Stored items
----

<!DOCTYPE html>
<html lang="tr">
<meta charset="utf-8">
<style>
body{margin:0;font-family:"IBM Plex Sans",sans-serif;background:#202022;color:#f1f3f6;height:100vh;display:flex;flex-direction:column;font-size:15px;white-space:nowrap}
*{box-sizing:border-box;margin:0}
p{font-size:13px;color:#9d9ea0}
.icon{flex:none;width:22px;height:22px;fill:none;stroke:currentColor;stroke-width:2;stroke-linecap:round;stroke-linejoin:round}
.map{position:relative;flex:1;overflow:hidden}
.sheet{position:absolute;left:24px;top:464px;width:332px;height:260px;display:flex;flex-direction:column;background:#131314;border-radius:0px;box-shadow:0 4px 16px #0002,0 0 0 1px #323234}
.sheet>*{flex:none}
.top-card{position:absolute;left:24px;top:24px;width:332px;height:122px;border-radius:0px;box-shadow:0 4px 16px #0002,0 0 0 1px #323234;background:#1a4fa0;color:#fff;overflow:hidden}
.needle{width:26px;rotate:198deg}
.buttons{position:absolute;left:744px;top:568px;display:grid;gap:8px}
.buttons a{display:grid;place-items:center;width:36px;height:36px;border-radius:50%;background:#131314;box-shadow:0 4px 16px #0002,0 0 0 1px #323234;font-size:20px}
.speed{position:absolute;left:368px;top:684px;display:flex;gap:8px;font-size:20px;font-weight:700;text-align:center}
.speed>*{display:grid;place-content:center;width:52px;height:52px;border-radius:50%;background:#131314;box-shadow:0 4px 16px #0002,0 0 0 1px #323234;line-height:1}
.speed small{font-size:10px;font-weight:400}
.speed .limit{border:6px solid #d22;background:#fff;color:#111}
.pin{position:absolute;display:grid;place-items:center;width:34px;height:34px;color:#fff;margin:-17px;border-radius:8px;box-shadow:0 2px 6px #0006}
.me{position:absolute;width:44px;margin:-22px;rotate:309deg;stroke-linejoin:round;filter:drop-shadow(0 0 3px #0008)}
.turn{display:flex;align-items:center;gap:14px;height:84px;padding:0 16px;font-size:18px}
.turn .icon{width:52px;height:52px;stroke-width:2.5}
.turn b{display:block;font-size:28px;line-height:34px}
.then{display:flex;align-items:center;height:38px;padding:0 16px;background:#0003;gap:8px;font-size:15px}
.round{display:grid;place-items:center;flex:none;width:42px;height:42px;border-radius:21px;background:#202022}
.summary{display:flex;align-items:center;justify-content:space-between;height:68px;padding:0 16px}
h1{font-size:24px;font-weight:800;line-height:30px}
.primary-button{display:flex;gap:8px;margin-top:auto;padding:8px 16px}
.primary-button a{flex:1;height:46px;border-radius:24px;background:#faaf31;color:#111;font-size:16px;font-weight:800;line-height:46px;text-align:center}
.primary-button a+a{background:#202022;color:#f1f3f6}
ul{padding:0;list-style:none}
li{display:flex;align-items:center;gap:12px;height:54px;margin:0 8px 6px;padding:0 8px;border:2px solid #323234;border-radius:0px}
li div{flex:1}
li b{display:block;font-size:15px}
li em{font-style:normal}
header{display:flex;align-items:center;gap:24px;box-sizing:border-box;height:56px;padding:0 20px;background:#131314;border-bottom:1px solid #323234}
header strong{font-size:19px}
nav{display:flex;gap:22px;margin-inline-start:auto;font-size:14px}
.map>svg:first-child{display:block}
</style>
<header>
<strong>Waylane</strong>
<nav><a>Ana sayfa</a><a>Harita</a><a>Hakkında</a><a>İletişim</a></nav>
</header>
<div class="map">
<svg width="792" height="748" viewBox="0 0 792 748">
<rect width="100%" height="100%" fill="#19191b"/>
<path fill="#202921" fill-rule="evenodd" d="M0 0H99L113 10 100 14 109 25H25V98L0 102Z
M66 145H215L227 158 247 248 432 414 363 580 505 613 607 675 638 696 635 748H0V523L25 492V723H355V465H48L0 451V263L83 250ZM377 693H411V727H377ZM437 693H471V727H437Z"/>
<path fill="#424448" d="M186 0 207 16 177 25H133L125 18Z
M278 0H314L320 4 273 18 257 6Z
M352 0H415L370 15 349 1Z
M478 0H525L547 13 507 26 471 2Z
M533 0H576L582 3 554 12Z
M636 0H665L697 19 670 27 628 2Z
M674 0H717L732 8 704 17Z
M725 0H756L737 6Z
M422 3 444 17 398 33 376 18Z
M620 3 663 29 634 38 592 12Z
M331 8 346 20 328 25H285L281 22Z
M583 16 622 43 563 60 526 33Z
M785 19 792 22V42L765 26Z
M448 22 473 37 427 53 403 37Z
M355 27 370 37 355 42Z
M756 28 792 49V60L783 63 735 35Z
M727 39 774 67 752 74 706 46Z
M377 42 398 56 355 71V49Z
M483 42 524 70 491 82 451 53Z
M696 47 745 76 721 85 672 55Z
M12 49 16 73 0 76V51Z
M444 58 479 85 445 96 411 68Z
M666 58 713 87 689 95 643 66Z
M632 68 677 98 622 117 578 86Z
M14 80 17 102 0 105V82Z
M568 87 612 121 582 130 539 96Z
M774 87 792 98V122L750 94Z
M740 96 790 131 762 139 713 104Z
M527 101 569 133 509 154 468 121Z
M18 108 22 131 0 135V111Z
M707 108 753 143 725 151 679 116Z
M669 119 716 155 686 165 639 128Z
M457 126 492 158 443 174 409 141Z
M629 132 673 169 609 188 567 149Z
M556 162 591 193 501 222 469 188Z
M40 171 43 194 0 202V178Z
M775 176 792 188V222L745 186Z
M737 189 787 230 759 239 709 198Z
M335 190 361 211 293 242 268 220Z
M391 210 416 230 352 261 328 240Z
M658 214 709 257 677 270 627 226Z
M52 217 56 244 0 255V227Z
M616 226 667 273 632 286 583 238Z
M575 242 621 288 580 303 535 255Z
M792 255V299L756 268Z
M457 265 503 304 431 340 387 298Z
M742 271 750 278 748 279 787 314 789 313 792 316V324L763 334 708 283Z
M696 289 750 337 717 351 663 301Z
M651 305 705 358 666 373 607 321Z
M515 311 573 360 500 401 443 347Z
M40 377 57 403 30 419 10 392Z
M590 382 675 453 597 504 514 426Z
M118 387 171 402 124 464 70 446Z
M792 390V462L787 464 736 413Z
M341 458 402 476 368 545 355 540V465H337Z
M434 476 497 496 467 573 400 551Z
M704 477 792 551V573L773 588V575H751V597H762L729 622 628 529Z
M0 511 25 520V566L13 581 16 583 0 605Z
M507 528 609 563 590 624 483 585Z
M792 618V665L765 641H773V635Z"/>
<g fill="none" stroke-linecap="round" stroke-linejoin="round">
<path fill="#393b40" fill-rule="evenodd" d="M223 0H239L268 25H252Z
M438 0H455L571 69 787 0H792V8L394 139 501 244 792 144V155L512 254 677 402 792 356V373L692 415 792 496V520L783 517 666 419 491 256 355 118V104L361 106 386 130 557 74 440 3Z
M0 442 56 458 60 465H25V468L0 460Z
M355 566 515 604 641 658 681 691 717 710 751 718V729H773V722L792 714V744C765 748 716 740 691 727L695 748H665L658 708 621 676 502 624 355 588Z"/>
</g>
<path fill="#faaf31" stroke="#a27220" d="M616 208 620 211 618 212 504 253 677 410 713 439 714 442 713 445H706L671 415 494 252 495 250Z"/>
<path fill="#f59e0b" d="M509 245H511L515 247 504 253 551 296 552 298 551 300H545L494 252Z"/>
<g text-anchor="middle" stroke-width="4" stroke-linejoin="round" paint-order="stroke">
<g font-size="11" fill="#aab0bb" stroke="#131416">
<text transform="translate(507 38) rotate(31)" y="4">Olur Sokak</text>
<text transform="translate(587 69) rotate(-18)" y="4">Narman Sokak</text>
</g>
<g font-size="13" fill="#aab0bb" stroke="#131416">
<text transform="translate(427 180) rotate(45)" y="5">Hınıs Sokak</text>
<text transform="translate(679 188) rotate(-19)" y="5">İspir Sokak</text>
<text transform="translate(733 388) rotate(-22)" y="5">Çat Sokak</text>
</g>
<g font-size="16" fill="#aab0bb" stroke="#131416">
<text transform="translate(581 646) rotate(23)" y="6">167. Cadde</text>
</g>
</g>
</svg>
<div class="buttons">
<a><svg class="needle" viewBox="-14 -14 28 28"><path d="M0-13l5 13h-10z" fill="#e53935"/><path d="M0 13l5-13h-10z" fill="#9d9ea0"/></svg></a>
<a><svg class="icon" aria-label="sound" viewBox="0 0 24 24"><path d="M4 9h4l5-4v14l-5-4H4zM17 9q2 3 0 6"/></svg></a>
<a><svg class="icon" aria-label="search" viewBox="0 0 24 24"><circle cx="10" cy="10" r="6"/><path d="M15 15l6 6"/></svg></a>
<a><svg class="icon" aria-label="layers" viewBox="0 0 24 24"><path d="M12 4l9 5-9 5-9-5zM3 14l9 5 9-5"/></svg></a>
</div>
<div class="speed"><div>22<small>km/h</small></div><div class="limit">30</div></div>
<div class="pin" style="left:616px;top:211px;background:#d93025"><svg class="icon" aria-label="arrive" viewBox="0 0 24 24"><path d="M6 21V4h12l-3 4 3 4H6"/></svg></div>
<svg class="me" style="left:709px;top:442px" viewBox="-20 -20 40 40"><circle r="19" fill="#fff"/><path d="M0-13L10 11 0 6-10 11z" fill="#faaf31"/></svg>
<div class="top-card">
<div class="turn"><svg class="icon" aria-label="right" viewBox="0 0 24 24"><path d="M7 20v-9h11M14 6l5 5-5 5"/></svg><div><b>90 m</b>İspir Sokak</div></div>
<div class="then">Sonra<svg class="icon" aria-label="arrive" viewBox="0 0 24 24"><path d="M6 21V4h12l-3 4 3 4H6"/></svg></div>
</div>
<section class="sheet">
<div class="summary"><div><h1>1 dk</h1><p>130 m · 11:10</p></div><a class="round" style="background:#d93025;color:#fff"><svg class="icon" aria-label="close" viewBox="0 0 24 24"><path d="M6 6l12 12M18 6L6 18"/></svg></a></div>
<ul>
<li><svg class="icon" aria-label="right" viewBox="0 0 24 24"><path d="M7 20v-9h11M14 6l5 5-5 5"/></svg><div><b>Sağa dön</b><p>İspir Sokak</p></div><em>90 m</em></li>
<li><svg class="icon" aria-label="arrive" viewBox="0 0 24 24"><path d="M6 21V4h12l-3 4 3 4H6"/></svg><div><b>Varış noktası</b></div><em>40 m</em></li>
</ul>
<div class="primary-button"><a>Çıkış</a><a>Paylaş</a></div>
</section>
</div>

----

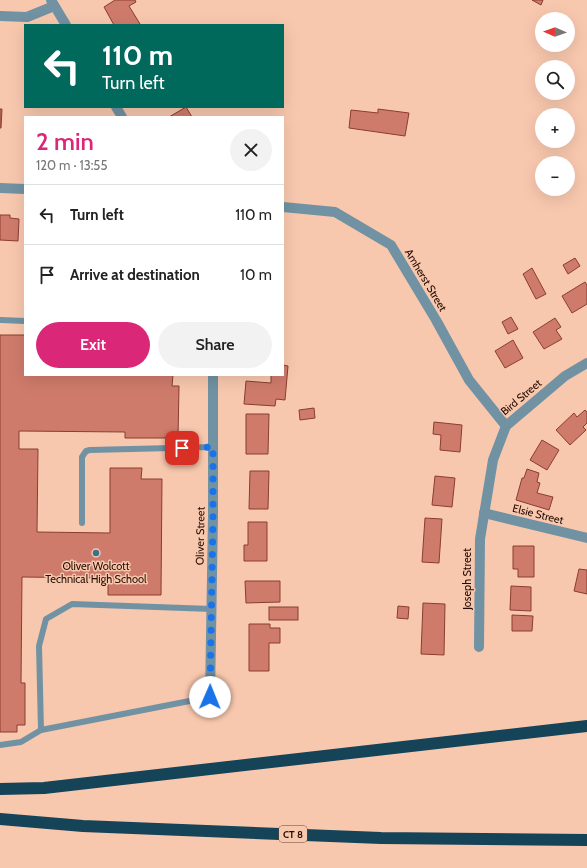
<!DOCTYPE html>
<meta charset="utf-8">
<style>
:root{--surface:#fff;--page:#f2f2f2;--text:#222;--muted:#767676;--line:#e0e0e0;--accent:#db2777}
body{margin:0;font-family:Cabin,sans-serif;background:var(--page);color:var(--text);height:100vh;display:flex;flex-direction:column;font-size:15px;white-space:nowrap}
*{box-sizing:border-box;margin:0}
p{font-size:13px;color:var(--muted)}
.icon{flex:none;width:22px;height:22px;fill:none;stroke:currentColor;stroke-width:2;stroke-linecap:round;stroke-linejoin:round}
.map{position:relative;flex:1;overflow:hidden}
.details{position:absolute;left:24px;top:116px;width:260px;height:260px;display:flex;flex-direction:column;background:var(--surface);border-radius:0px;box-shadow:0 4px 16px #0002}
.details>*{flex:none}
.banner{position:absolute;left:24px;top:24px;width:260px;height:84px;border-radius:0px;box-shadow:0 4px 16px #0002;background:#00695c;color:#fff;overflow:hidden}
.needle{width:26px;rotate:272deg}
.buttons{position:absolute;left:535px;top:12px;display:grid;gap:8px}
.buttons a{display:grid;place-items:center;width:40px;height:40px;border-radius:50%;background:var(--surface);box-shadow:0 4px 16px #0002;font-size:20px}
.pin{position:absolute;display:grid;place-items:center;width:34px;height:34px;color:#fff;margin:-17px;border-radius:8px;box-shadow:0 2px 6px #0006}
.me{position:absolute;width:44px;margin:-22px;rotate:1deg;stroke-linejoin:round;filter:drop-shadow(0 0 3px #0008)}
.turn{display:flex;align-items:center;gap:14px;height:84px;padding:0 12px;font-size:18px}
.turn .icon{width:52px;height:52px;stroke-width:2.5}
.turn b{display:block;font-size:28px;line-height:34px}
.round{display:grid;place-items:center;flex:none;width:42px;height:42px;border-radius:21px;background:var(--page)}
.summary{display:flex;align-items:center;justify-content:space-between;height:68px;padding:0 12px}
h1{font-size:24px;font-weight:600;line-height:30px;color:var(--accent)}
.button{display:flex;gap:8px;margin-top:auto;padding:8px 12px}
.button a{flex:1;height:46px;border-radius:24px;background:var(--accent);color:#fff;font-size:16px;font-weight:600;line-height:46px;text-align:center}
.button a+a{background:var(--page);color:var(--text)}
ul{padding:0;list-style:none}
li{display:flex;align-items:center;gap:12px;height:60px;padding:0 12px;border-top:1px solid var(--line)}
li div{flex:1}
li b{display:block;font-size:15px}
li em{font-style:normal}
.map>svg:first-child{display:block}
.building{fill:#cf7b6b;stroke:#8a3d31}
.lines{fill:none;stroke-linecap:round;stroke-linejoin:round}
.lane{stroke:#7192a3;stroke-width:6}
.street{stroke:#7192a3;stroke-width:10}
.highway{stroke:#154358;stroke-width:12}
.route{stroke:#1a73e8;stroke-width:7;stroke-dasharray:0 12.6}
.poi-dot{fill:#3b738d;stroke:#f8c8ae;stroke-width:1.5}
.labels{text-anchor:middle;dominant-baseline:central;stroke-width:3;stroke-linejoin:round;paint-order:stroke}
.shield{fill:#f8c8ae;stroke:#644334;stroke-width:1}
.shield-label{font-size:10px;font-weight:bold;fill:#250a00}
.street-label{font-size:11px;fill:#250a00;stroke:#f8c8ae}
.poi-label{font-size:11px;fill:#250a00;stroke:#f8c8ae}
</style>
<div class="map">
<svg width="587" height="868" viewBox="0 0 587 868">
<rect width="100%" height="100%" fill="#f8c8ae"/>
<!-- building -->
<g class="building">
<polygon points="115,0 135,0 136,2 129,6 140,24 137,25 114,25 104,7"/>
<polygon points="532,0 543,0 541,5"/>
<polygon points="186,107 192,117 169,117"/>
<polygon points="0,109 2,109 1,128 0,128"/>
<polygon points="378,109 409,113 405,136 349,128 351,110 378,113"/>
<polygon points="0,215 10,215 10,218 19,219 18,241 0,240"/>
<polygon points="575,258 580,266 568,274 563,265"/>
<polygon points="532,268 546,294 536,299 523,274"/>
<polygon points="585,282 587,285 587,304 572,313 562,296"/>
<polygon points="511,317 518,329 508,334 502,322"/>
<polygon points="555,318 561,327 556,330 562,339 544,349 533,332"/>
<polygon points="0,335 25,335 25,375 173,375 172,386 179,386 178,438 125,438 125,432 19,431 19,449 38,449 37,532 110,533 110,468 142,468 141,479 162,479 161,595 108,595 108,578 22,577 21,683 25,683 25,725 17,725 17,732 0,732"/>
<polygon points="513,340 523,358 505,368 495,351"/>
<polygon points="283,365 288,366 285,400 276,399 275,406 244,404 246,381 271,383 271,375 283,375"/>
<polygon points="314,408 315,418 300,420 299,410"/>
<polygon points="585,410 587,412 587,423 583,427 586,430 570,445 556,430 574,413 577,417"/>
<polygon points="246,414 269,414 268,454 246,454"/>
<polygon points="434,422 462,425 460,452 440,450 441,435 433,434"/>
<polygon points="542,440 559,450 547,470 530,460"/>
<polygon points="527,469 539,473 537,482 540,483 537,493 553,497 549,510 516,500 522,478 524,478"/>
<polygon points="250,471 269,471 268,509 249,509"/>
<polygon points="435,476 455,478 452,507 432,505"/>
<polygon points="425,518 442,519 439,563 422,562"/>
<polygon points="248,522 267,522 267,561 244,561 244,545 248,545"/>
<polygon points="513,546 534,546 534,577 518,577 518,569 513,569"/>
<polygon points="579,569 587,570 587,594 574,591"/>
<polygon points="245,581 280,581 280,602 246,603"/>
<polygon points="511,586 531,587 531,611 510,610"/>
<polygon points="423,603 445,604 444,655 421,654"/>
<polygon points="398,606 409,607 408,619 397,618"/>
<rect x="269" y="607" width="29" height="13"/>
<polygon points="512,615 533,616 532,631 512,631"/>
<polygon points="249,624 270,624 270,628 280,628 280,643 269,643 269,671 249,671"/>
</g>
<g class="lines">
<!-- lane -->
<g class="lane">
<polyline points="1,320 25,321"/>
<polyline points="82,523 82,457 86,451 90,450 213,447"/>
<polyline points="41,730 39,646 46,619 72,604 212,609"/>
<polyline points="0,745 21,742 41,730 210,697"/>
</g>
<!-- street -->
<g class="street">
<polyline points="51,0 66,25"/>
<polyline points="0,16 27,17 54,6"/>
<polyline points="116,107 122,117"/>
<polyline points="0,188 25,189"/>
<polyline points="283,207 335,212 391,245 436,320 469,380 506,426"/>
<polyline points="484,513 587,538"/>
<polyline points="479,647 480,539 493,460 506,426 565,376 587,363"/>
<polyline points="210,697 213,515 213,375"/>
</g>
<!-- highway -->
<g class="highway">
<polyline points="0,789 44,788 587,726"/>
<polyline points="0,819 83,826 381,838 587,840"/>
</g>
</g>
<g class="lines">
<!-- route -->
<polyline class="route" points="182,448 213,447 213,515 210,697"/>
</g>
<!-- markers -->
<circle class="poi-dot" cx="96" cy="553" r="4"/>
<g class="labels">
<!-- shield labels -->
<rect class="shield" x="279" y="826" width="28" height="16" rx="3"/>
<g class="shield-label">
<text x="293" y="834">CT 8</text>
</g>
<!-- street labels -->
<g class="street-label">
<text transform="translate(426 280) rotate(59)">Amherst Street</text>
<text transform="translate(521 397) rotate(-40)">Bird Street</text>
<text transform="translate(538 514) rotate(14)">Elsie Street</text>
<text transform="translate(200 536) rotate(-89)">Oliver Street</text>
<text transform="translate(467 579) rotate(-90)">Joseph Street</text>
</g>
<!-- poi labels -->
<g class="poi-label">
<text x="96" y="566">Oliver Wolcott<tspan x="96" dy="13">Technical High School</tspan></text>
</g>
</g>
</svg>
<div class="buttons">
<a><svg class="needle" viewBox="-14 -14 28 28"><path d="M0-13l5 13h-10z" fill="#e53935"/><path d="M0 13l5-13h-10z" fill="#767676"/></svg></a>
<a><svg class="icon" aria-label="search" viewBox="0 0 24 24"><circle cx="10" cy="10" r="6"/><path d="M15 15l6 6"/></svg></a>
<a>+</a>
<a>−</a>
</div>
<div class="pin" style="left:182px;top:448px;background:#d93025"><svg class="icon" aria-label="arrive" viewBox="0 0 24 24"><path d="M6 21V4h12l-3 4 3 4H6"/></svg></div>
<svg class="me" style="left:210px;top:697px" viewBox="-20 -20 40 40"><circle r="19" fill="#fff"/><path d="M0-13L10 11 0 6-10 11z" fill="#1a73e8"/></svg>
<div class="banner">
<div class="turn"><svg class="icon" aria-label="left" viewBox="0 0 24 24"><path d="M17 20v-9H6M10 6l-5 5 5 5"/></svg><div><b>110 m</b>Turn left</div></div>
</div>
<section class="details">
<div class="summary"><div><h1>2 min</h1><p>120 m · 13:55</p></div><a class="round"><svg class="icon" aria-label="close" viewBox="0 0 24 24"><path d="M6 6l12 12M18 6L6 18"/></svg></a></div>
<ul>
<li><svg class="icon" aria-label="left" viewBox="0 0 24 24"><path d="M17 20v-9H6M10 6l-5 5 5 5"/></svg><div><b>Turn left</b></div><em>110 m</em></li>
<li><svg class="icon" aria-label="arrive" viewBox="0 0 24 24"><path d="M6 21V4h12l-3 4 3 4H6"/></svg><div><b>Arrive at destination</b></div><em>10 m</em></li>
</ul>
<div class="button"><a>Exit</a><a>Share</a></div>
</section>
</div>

----

> **THE TASK**
In the entries above, please find the line with "M792 390V462L787 464 736 413Z" and the line with "M0 442 56 458 60 465H25V468L0 460Z", then write out exactly those two lines and every line between them, and nothing more.

> **ANSWER SECTION**
M792 390V462L787 464 736 413Z
M341 458 402 476 368 545 355 540V465H337Z
M434 476 497 496 467 573 400 551Z
M704 477 792 551V573L773 588V575H751V597H762L729 622 628 529Z
M0 511 25 520V566L13 581 16 583 0 605Z
M507 528 609 563 590 624 483 585Z
M792 618V665L765 641H773V635Z"/>
<g fill="none" stroke-linecap="round" stroke-linejoin="round">
<path fill="#393b40" fill-rule="evenodd" d="M223 0H239L268 25H252Z
M438 0H455L571 69 787 0H792V8L394 139 501 244 792 144V155L512 254 677 402 792 356V373L692 415 792 496V520L783 517 666 419 491 256 355 118V104L361 106 386 130 557 74 440 3Z
M0 442 56 458 60 465H25V468L0 460Z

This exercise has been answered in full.